[EXTRACTED RECORDS Boundary: Start]

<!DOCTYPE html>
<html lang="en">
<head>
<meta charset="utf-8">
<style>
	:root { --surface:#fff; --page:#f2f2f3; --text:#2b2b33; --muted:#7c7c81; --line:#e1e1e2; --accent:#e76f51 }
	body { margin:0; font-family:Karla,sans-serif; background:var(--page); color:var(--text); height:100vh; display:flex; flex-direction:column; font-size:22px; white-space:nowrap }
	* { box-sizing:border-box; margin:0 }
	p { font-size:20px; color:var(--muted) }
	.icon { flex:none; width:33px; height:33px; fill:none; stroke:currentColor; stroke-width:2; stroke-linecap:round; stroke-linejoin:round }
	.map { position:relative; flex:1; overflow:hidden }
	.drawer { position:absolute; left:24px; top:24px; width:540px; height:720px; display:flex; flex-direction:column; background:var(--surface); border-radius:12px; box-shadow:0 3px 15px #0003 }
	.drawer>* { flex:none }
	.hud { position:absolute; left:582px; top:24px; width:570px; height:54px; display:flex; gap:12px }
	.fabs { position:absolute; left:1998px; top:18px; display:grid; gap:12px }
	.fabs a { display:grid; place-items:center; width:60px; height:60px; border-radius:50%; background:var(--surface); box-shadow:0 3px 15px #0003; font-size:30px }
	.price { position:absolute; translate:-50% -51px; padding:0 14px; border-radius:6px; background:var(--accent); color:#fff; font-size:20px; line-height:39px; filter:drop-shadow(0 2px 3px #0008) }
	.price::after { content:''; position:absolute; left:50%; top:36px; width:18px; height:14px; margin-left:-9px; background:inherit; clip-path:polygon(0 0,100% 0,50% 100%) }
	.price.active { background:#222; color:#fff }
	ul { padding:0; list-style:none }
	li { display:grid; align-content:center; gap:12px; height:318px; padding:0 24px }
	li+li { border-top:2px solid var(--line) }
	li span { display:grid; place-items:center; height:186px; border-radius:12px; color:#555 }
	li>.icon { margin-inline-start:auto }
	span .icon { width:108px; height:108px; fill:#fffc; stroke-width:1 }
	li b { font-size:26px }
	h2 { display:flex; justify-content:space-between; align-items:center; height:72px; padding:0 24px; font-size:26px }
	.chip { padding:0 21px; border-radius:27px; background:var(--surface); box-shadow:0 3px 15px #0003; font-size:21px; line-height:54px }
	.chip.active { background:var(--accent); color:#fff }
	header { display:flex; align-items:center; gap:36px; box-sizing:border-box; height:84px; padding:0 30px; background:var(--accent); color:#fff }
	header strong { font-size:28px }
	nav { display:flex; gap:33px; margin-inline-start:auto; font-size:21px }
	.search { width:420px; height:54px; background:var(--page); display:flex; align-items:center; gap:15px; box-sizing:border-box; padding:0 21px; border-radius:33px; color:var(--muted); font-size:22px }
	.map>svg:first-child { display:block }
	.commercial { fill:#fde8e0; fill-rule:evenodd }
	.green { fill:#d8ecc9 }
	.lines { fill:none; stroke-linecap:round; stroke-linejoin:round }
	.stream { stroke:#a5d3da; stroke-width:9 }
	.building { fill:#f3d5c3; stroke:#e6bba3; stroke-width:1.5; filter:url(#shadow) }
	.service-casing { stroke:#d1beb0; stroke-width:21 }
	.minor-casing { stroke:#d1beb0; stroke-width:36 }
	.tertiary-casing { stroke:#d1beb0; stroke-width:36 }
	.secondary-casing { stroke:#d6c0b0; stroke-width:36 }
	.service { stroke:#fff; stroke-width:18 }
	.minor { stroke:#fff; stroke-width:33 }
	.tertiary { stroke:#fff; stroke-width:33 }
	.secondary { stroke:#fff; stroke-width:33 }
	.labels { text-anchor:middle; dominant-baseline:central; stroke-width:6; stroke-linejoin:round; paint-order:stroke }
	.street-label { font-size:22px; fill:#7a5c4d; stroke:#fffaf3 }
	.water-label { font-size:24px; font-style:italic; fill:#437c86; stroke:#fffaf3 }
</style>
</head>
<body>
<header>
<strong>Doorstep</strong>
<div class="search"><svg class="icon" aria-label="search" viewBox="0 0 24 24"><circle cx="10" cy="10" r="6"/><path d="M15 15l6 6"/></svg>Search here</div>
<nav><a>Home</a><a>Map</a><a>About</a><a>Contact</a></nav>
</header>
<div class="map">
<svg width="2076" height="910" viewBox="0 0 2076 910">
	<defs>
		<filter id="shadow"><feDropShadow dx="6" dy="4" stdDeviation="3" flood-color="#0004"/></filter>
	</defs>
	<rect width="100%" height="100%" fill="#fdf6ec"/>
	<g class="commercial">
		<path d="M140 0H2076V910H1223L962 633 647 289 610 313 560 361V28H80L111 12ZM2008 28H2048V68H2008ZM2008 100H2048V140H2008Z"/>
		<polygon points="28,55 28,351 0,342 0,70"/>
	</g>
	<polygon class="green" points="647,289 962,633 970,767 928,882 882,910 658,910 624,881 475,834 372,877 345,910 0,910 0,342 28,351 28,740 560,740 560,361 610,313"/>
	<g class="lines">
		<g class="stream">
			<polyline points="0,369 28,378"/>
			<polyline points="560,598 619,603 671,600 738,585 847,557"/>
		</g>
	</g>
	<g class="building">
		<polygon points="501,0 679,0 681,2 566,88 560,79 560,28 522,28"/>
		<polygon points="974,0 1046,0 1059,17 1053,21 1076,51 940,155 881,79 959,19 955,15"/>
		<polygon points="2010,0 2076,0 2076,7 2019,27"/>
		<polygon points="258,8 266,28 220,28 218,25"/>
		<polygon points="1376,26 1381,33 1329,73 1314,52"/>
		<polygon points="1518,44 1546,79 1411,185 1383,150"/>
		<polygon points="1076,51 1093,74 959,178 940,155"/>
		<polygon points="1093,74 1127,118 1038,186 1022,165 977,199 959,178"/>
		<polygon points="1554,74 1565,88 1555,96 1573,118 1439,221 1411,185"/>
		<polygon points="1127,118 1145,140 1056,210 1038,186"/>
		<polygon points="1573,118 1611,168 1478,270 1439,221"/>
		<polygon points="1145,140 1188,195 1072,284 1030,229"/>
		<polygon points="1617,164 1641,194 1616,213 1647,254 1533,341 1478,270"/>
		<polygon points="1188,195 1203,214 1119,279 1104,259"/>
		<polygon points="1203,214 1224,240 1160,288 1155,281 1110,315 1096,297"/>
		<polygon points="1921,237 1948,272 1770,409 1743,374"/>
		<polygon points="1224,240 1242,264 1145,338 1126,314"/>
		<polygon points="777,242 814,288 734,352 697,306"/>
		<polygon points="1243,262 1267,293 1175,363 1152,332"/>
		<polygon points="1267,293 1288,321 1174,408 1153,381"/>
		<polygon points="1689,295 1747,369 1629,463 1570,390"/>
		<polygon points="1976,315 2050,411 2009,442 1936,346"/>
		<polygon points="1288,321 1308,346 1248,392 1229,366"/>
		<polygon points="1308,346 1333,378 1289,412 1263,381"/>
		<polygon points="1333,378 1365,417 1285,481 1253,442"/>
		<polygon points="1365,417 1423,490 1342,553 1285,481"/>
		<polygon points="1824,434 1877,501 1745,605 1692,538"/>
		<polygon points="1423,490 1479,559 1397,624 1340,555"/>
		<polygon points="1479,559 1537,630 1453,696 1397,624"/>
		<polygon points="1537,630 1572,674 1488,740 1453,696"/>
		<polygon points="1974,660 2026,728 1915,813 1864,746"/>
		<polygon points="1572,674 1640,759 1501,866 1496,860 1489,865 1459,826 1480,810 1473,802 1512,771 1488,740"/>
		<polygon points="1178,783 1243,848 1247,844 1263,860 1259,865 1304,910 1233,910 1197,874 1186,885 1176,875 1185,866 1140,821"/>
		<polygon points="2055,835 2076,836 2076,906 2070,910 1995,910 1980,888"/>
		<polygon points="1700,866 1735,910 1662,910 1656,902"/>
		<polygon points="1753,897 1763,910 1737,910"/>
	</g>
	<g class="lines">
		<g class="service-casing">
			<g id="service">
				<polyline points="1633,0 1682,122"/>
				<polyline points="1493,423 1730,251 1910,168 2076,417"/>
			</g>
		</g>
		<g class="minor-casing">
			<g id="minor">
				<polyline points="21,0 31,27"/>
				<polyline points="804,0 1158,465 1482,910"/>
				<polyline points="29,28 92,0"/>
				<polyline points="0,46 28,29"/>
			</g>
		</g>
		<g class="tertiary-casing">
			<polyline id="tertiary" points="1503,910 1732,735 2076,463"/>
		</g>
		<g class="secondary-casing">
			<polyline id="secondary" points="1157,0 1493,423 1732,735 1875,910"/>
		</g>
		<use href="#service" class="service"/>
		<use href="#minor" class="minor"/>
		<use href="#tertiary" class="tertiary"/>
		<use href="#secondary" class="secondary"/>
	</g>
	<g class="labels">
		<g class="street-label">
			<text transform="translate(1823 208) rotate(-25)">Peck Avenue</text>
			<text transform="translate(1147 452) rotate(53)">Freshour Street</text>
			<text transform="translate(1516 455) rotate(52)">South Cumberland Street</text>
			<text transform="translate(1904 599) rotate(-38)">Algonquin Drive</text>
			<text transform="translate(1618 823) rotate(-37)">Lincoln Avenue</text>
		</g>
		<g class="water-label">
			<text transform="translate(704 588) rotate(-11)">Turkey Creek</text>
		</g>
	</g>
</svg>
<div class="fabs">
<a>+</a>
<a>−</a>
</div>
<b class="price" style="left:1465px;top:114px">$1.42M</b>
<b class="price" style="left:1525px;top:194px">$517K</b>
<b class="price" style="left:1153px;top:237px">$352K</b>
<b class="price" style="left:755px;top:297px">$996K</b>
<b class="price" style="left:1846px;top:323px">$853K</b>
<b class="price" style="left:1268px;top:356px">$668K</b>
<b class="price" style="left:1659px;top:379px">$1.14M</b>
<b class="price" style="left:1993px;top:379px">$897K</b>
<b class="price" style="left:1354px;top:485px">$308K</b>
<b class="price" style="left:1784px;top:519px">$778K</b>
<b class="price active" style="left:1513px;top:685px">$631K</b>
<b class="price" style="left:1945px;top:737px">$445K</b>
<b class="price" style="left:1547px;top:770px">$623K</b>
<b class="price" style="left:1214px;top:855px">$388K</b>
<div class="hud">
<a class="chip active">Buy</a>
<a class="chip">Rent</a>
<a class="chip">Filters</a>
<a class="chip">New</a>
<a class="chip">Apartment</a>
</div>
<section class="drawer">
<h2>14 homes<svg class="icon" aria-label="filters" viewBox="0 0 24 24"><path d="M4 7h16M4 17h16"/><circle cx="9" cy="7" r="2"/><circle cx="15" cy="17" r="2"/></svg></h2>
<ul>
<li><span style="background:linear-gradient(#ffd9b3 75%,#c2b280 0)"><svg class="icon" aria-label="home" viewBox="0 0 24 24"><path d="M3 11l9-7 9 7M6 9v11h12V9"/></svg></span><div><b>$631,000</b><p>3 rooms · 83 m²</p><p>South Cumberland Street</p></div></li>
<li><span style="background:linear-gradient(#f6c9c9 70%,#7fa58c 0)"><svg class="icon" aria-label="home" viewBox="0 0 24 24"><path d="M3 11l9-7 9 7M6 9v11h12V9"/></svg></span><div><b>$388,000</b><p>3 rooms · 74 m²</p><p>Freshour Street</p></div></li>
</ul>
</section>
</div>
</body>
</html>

[EXTRACTED RECORDS Boundary: End]

## TASK ITEM
Reproduce every line of the records containing the string "body".

## TASK RESULT
	body { margin:0; font-family:Karla,sans-serif; background:var(--page); color:var(--text); height:100vh; display:flex; flex-direction:column; font-size:22px; white-space:nowrap }
<body>
</body>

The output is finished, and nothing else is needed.